**Exercise brief**
Nothing in the records may be left out or reworded; return them exactly.

**Data shown**
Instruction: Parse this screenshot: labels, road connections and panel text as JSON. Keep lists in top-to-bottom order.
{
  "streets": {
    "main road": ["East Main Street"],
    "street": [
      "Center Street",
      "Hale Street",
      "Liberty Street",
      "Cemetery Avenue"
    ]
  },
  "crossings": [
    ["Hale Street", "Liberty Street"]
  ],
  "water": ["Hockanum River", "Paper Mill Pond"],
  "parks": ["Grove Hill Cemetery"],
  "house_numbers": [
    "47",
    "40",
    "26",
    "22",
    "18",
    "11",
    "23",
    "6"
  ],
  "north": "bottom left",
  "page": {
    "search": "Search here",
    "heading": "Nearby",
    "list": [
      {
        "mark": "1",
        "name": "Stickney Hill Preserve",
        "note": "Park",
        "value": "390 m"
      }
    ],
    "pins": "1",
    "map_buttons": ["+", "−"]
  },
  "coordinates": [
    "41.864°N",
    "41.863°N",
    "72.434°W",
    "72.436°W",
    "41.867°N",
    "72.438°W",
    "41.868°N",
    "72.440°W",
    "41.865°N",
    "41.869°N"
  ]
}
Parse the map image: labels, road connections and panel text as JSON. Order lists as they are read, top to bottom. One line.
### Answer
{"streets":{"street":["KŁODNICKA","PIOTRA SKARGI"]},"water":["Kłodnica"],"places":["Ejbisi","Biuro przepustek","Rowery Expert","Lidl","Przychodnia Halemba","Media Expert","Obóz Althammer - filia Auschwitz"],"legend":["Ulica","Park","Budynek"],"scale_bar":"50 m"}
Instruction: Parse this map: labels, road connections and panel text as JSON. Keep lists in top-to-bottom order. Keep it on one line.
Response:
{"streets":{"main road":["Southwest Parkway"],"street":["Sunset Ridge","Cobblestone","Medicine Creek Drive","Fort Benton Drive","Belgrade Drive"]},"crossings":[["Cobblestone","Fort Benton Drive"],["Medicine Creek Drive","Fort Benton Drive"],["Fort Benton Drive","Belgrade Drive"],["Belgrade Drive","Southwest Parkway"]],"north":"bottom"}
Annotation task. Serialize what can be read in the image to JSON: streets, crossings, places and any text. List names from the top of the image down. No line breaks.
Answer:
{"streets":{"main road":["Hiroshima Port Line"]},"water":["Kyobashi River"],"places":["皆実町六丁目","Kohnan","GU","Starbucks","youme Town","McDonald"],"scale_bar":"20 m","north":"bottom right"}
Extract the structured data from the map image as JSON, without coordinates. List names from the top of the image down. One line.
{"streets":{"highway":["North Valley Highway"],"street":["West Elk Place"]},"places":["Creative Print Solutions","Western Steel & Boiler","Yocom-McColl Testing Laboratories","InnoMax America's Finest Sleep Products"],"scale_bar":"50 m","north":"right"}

**Exercise solution**
Instruction: Parse this screenshot: labels, road connections and panel text as JSON. Keep lists in top-to-bottom order.
{
  "streets": {
    "main road": ["East Main Street"],
    "street": [
      "Center Street",
      "Hale Street",
      "Liberty Street",
      "Cemetery Avenue"
    ]
  },
  "crossings": [
    ["Hale Street", "Liberty Street"]
  ],
  "water": ["Hockanum River", "Paper Mill Pond"],
  "parks": ["Grove Hill Cemetery"],
  "house_numbers": [
    "47",
    "40",
    "26",
    "22",
    "18",
    "11",
    "23",
    "6"
  ],
  "north": "bottom left",
  "page": {
    "search": "Search here",
    "heading": "Nearby",
    "list": [
      {
        "mark": "1",
        "name": "Stickney Hill Preserve",
        "note": "Park",
        "value": "390 m"
      }
    ],
    "pins": "1",
    "map_buttons": ["+", "−"]
  },
  "coordinates": [
    "41.864°N",
    "41.863°N",
    "72.434°W",
    "72.436°W",
    "41.867°N",
    "72.438°W",
    "41.868°N",
    "72.440°W",
    "41.865°N",
    "41.869°N"
  ]
}
Parse the map image: labels, road connections and panel text as JSON. Order lists as they are read, top to bottom. One line.
### Answer
{"streets":{"street":["KŁODNICKA","PIOTRA SKARGI"]},"water":["Kłodnica"],"places":["Ejbisi","Biuro przepustek","Rowery Expert","Lidl","Przychodnia Halemba","Media Expert","Obóz Althammer - filia Auschwitz"],"legend":["Ulica","Park","Budynek"],"scale_bar":"50 m"}
Instruction: Parse this map: labels, road connections and panel text as JSON. Keep lists in top-to-bottom order. Keep it on one line.
Response:
{"streets":{"main road":["Southwest Parkway"],"street":["Sunset Ridge","Cobblestone","Medicine Creek Drive","Fort Benton Drive","Belgrade Drive"]},"crossings":[["Cobblestone","Fort Benton Drive"],["Medicine Creek Drive","Fort Benton Drive"],["Fort Benton Drive","Belgrade Drive"],["Belgrade Drive","Southwest Parkway"]],"north":"bottom"}
Annotation task. Serialize what can be read in the image to JSON: streets, crossings, places and any text. List names from the top of the image down. No line breaks.
Answer:
{"streets":{"main road":["Hiroshima Port Line"]},"water":["Kyobashi River"],"places":["皆実町六丁目","Kohnan","GU","Starbucks","youme Town","McDonald"],"scale_bar":"20 m","north":"bottom right"}
Extract the structured data from the map image as JSON, without coordinates. List names from the top of the image down. One line.
{"streets":{"highway":["North Valley Highway"],"street":["West Elk Place"]},"places":["Creative Print Solutions","Western Steel & Boiler","Yocom-McColl Testing Laboratories","InnoMax America's Finest Sleep Products"],"scale_bar":"50 m","north":"right"}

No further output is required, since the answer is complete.